There may not be a hex on it, but the piece of scenery that fell on ballet superstar Natalia Makarova and broke her shoulder during a performance of "On Your Toes" at the Kennedy Center Opera House Dec. 18 played a minor role in a second serious injury Tuesday.
Stagehand Thomas L. King was preparing to move the piece--a large canvas drop weighted with metal pipes--to a location underneath the stage when he dropped a heavy stage floor trapdoor on his right foot, almost completely severing the end of his second toe. He was rushed to George Washington University Hospital, where the piece of toe was sewn back on.
"I don't know why it didn't cut through the other toes," King said.
A Kennedy Center spokeswoman, Laura Longley, said yesterday that the piece of scenery had been stored backstage since the Makarova injury and was being moved to clear work space for a change of shows. The last Washington performance of "On Your Toes" is Sunday, and on Wednesday American Ballet Theater begins performing in the Opera House.
King said he was injured about 1:15 p.m. Tuesday backstage in the Opera House when no performance was taking place. The piece of scenery was replaced after the Makarova injury and not used since then, Longley said. It is being saved until investigations of the Makarova injury are completed, she said.
Longley said the King injury "doesn't have anything to do with 'On Your Toes' . . . This is a normal, work-related incident. It's unfortunate that it happened and he was hurt, but accidents happen in the work place . . . That kind of injury happens in every industry in this town."

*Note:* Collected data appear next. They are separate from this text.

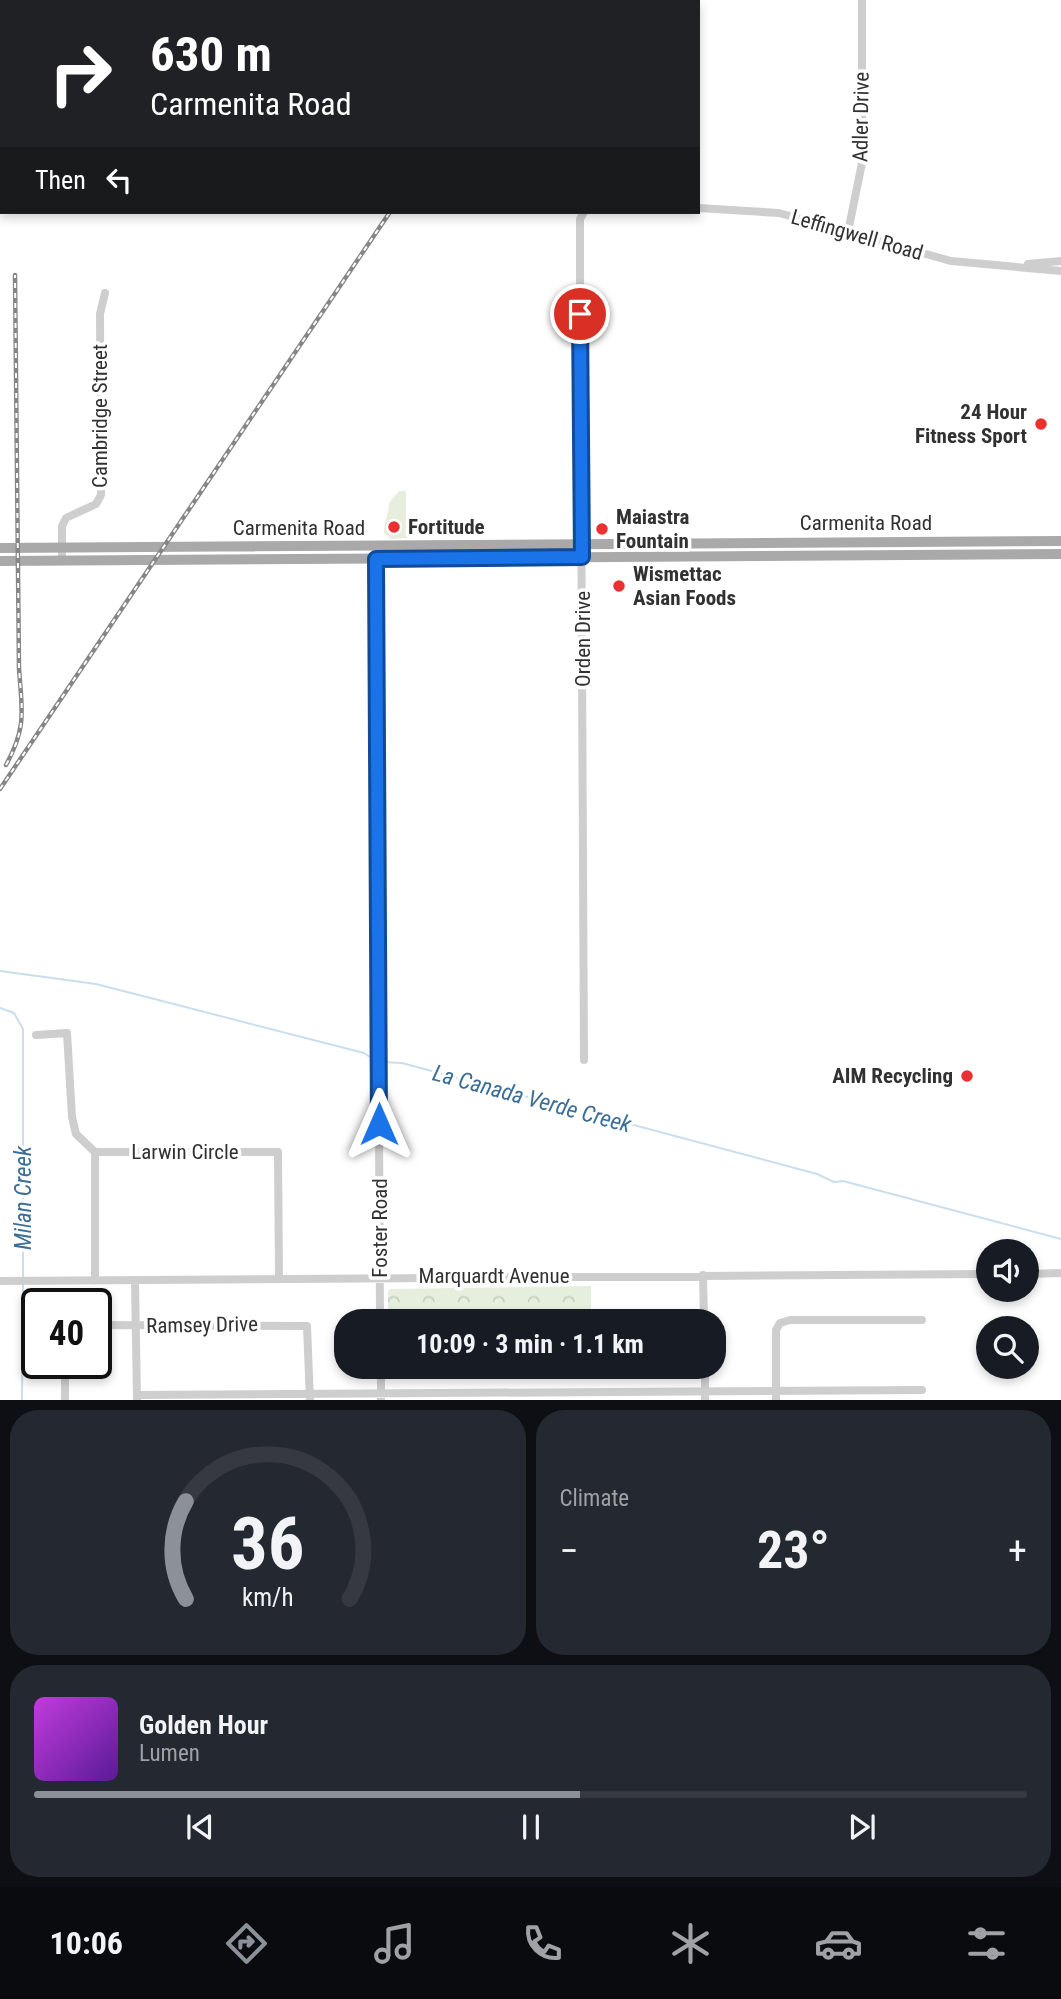 <!DOCTYPE html>
<html lang="en">
<head>
<meta charset="utf-8">
<style>
  :root { --surface:#171b24; --page:#242831; --text:#f1f3f6; --muted:#9ea1a6; --line:#363941; --accent:#8c9099 }
  body { margin:0; font-family:"Roboto Condensed",sans-serif; background:var(--page); color:var(--text); height:100vh; display:flex; flex-direction:column; font-size:26px; white-space:nowrap }
  * { box-sizing:border-box; margin:0 }
  p { font-size:23px; color:var(--muted) }
  .icon { flex:none; width:38px; height:38px; fill:none; stroke:currentColor; stroke-width:2; stroke-linecap:round; stroke-linejoin:round }
  .map { position:relative; height:1400px; overflow:hidden }
  .drawer { display:flex; flex-direction:column; gap:10px; padding:10px; background:#0d0f14; flex:1 }
  .drawer>* { flex:none }
  .top-card { position:absolute; left:0px; top:0px; width:700px; height:214px; box-shadow:0 4px 10px #0003; background:#202124; color:#fff; overflow:hidden }
  .tools { position:absolute; left:976px; top:1239px; display:grid; gap:14px }
  .tools a { display:grid; place-items:center; width:63px; height:63px; border-radius:50%; background:var(--surface); box-shadow:0 4px 10px #0003; font-size:35px }
  .speed { position:absolute; left:21px; top:1288px; display:flex; gap:14px; font-size:35px; font-weight:700; text-align:center }
  .speed>* { display:grid; place-content:center; width:91px; height:91px; border-radius:50%; background:var(--surface); box-shadow:0 4px 10px #0003; line-height:1 }
  .speed .limit { border:4px solid #111; border-radius:10px; background:#fff; color:#111 }
  .pin { position:absolute; display:grid; place-items:center; width:60px; height:60px; color:#fff; margin:-30px; border:4px solid #fff; border-radius:50%; box-shadow:0 2px 7px #0007 }
  .me { position:absolute; width:77px; margin:-38px; rotate:0deg; stroke-linejoin:round; filter:drop-shadow(0 0 5px #0008) }
  .turn { display:flex; align-items:center; gap:24px; height:147px; padding:0 35px; font-size:32px }
  .turn .icon { width:91px; height:91px; stroke-width:2.5 }
  .turn b { display:block; font-size:49px; line-height:60px }
  .then { display:flex; align-items:center; height:66px; padding:0 35px; background:#0003; gap:14px; font-size:26px }
  .big { font-size:52px; font-weight:700; line-height:1.1 }
  .drawer .widget { flex:1; display:flex; flex-direction:column; justify-content:center; gap:10px; min-width:0; padding:0 24px; border-radius:28px; background:var(--page) }
  .drawer .dial { align-items:center; gap:0 }
  .dial svg { height:182px; overflow:visible; fill:none; stroke:var(--line); stroke-width:7; stroke-linecap:round; text-anchor:middle }
  .dial text { fill:var(--text); stroke:none }
  .song { display:flex; align-items:center; gap:21px }
  .cover { width:84px; height:84px; border-radius:10px; background:linear-gradient(135deg,hsl(290 70% 55%),hsl(270 70% 35%)) }
  .played { height:7px; border-radius:4px; background:linear-gradient(90deg,var(--accent) 55%,var(--line) 55%) }
  .keys { display:flex; justify-content:space-around; direction:ltr }
  .heat { display:flex; justify-content:space-between; align-items:center; font-size:38px; direction:ltr }
  .drawer .tiles { flex:1; display:grid; gap:10px; grid-template-columns:1fr 1fr }
  .widget:last-child { grid-column:span 2 }
  .trip { position:absolute; left:334px; top:1309px; width:392px; height:70px; border-radius:28px; background:var(--surface); box-shadow:0 4px 10px #0003; font-weight:700; line-height:70px; text-align:center }
  .menu { display:flex; height:112px; justify-content:space-around; align-items:center; background:#090b0e; color:var(--muted) }
  .menu .icon { width:49px; height:49px }
  .menu .active { color:var(--accent) }
  .menu b { font-size:32px; color:var(--text) }
  .map>svg:first-child { display:block }
  .grass { fill:#e6eede }
  .park { fill:url(#park-crowns) }
  .lines { fill:none; stroke-linecap:round; stroke-linejoin:round }
  .stream { stroke:#cadeee; stroke-width:2 }
  .minor { stroke:#cecece; stroke-width:8 }
  .major { stroke:#a9a9a9; stroke-width:10 }
  .rail-casing { stroke:#868686; stroke-width:4.5 }
  .rail { stroke:#fff; stroke-width:2; stroke-dasharray:5; stroke-linecap:butt }
  .route-casing { stroke:#114b97; stroke-width:18 }
  .route { stroke:#1a73e8; stroke-width:12 }
  .poi-dot { fill:#ea3031; stroke:#fff; stroke-width:2.5 }
  .labels { text-anchor:middle; dominant-baseline:central; stroke-width:7; stroke-linejoin:round; paint-order:stroke }
  .street-label { font-size:21px; fill:#313131; stroke:#fff }
  .poi-label { font-size:21px; font-weight:bold; fill:#313131; stroke:#fff; text-anchor:start }
  .water-label { font-size:23px; font-style:italic; fill:#3b6d96; stroke:#fff }
</style>
</head>
<body>
<div class="map">
<svg width="1061" height="1401" viewBox="0 0 1061 1401">
  <defs>
    <pattern id="park-crowns" width="20" height="18" patternUnits="userSpaceOnUse" patternTransform="scale(1.75)"><rect width="20" height="18" fill="#e6eede"/><path d="M2 6a3 3 0 1 1 6 0M12 15a3 3 0 1 1 6 0" fill="none" stroke="#c6cdbf"/></pattern>
  </defs>
  <rect width="100%" height="100%" fill="#fff"/>
  <path class="grass" d="M 399,491 L 406,491 L 406,527 L 410,528 L 408,538 L 391,539 L 384,533 C 384,522 389,514 389,503 Z"/>
  <path class="park" d="M 591,1286 L 591,1321 L 388,1321 L 388,1292 L 390,1289 Z"/>
  <g class="lines">
    <path class="stream" d="M 0,971 L 96,984 L 364,1053 L 376,1061
      M 0,1008 L 14,1013 L 23,1029 L 23,1277
      M 382,1062 L 402,1063 L 554,1104 L 560,1109 L 585,1112 L 817,1174 L 834,1182 L 843,1181 L 1061,1239
      M 22,1401 L 23,1283"/>
    <path class="minor" d="M 368,0 L 368,2
      M 469,2 L 470,0
      M 698,208 L 779,213 L 951,261 L 1061,271
      M 848,232 L 862,163 L 862,0
      M 1028,264 L 1061,261
      M 376,547 L 380,1321
      M 62,561 L 62,526 L 66,518 L 96,504 L 101,495 L 100,314 L 105,293
      M 36,1035 L 67,1033 L 72,1117 L 76,1134 L 95,1152
      M 584,1060 L 580,265 L 580,219 L 584,212
      M 1027,1274 L 1061,1273
      M 703,1275 L 704,1321
      M 0,1281 L 989,1274
      M 95,1281 L 95,1152 L 278,1152 L 279,1278
      M 135,1281 L 137,1400
      M 96,1325 L 307,1326 L 310,1401
      M 65,1363 L 65,1401
      M 381,1367 L 381,1401
      M 705,1367 L 705,1401
      M 137,1395 L 922,1390
      M 776,1401 L 776,1330 L 780,1323 L 790,1320 L 922,1320"/>
    <path class="major" d="M 0,548 L 1061,541
      M 0,561 L 1061,554"/>
    <g class="rail-casing">
      <path id="rail" d="M 532,2 L 534,0
        M 6,765 C 27,727 22,710 19,669 L 15,275
        M 0,789 L 390,212"/>
    </g>
    <use href="#rail" class="rail"/>
  </g>
  <g class="lines">
    <g class="route-casing">
      <path id="route" d="M 379,1124 L 376,559 L 582,557 L 580,314"/>
    </g>
    <use href="#route" class="route"/>
  </g>
  <g class="poi-dot">
    <circle cx="1041" cy="424" r="7"/>
    <circle cx="394" cy="527" r="7"/>
    <circle cx="602" cy="529" r="7"/>
    <circle cx="619" cy="586" r="7"/>
    <circle cx="967" cy="1076" r="7"/>
  </g>
  <g class="labels">
    <g class="street-label">
      <text transform="translate(861 117) rotate(-89)">Adler Drive</text>
      <text transform="translate(857 235) rotate(16)">Leffingwell Road</text>
      <text transform="translate(100 416) rotate(-90)">Cambridge Street</text>
      <text x="866" y="523">Carmenita Road</text>
      <text x="299" y="528">Carmenita Road</text>
      <text transform="translate(583 639) rotate(-90)">Orden Drive</text>
      <text x="185" y="1152">Larwin Circle</text>
      <text transform="translate(380 1228) rotate(-90)">Foster Road</text>
      <text x="494" y="1276">Marquardt Avenue</text>
      <text transform="translate(202 1325) rotate(-1)">Ramsey Drive</text>
    </g>
    <g class="poi-label">
      <text x="1027" y="412" text-anchor="end">24 Hour<tspan x="1027" dy="24">Fitness Sport</tspan></text>
      <text x="616" y="517">Maiastra<tspan x="616" dy="24">Fountain</tspan></text>
      <text x="408" y="527">Fortitude</text>
      <text x="633" y="574">Wismettac<tspan x="633" dy="24">Asian Foods</tspan></text>
      <text x="953" y="1076" text-anchor="end">AIM Recycling</text>
    </g>
    <g class="water-label">
      <text transform="translate(532 1099) rotate(15)">La Canada Verde Creek</text>
      <text transform="translate(23 1198) rotate(-90)">Milan Creek</text>
    </g>
  </g>
</svg>
<div class="tools">
<a><svg class="icon" aria-label="sound" viewBox="0 0 24 24"><path d="M4 9h4l5-4v14l-5-4H4zM17 9q2 3 0 6"/></svg></a>
<a><svg class="icon" aria-label="search" viewBox="0 0 24 24"><circle cx="10" cy="10" r="6"/><path d="M15 15l6 6"/></svg></a>
</div>
<div class="speed"><div class="limit">40</div></div>
<div class="pin" style="left:580px;top:314px;background:#d93025"><svg class="icon" aria-label="arrive" viewBox="0 0 24 24"><path d="M6 21V4h12l-3 4 3 4H6"/></svg></div>
<svg class="me" style="left:379px;top:1124px" viewBox="-20 -20 40 40"><path d="M0-17L14 15 0 8-14 15z" fill="#1a73e8" stroke="#fff" stroke-width="4"/></svg>
<div class="trip">10:09 · 3 min · 1.1 km</div>
<div class="top-card">
<div class="turn"><svg class="icon" aria-label="right" viewBox="0 0 24 24"><path d="M7 20v-9h11M14 6l5 5-5 5"/></svg><div><b>630 m</b>Carmenita Road</div></div>
<div class="then">Then<svg class="icon" aria-label="left" viewBox="0 0 24 24"><path d="M17 20v-9H6M10 6l-5 5 5 5"/></svg></div>
</div>
</div>
<section class="drawer">
<div class="tiles">
<div class="widget dial"><svg viewBox="0 0 100 80">
<path d="M14 69A42 42 0 1 1 86 69"/>
<path d="M14 69A42 42 0 0 1 14 26" stroke="#8c9099"/>
<text x="50" y="56" font-size="32" font-weight="700">36</text>
<text x="50" y="72" font-size="11">km/h</text>
</svg></div>
<div class="widget"><p>Climate</p>
<div class="heat"><a>−</a><b class="big">23°</b><a>+</a></div>
</div>
<div class="widget">
<div class="song"><i class="cover"></i><div><b>Golden Hour</b><p>Lumen</p></div></div>
<div class="played"></div>
<div class="keys"><svg class="icon" aria-label="previous" viewBox="0 0 24 24"><path d="M18 5L8 12l10 7zM5 5v14"/></svg><svg class="icon" aria-label="pause" viewBox="0 0 24 24"><path d="M8 5v14M16 5v14"/></svg><svg class="icon" aria-label="next" viewBox="0 0 24 24"><path d="M6 5l10 7-10 7zM19 5v14"/></svg></div>
</div>
</div>
</section>
<nav class="menu">
<b>10:06</b>
<svg class="icon active" aria-label="directions" viewBox="0 0 24 24"><path d="M12 3l9 9-9 9-9-9zM9 14v-3h6M13 9l2 2-2 2"/></svg>
<svg class="icon" aria-label="music" viewBox="0 0 24 24"><path d="M9 18V5l10-2v13"/><circle cx="6" cy="18" r="3"/><circle cx="16" cy="16" r="3"/></svg>
<svg class="icon" aria-label="phone" viewBox="0 0 24 24"><path d="M5 4h4l2 5-3 2q2 4 5 5l2-3 5 2v4C11 20 4 13 5 4z"/></svg>
<svg class="icon" aria-label="climate" viewBox="0 0 24 24"><path d="M12 3v18M4 7l16 10M4 17L20 7"/></svg>
<svg class="icon" aria-label="car" viewBox="0 0 24 24"><path d="M5 17H2v-5l4-1 3-4h7l3 4 3 1v5h-3M9 17h6M6 11h13"/><circle cx="7" cy="17" r="2"/><circle cx="17" cy="17" r="2"/></svg>
<svg class="icon" aria-label="filters" viewBox="0 0 24 24"><path d="M4 7h16M4 17h16"/><circle cx="9" cy="7" r="2"/><circle cx="15" cy="17" r="2"/></svg>
</nav>
</body>
</html>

Backstage injuries, most of them minor--twisted ankles, back strains, and the like--occur from time to time, according to Longley. She did not have statistics on the number of such incidents.
Longley said that there was "a good safety situation" backstage at the Opera House. "There are precautions and the people are well trained," she said. She said Makarova was the first performer injured during a performance in the center's 11 years of existence.
King, 46, said yesterday that he had worked at the center since it opened and this was his first serious injury.
The heavy trapdoor on the stage floor "slipped out of my hand and fell on my right foot," he said, and nearly severed the toe above the toenail. "Just the bottom piece of the skin on the toe was still on . . . They said they could have cut it off at the hospital, but the doctor said he'd prefer to sew it on. He said even if it didn't take, it wouldn't hurt anything. They like to experiment with things like that."
King described conditions backstage at the Opera House as "safe, because all the stuff hanging up in there above the stage , if it wasn't safe we wouldn't put it up." He said he was referring to the lights and pieces of scenery hanging in the large space, high above the stage and invisible to the audience, called the flies.
Dr. Mervyn Feldman, King's personal physician, said the reattachment job on the toe had "held up fine." He said the toe would take six to eight weeks to heal and that there was little chance that it would not heal properly.
King works as a "flyman"--he "flies the drops and scenery in and out" during performances, he said. At the moment Makarova was injured, King said, he was high above the stage on a catwalk pulling up the piece of scenery that, Kennedy Center spokesmen have said earlier, somehow ripped and fell, injuring the ballerina.
There has been no suggestion from any source that King had not been doing his job properly. "I was pulling it," he said yesterday. "It didn't seem to foul anywhere. When they foul you can feel it foul--that's why I can't say how it really happened. I didn't feel it catch on a thing."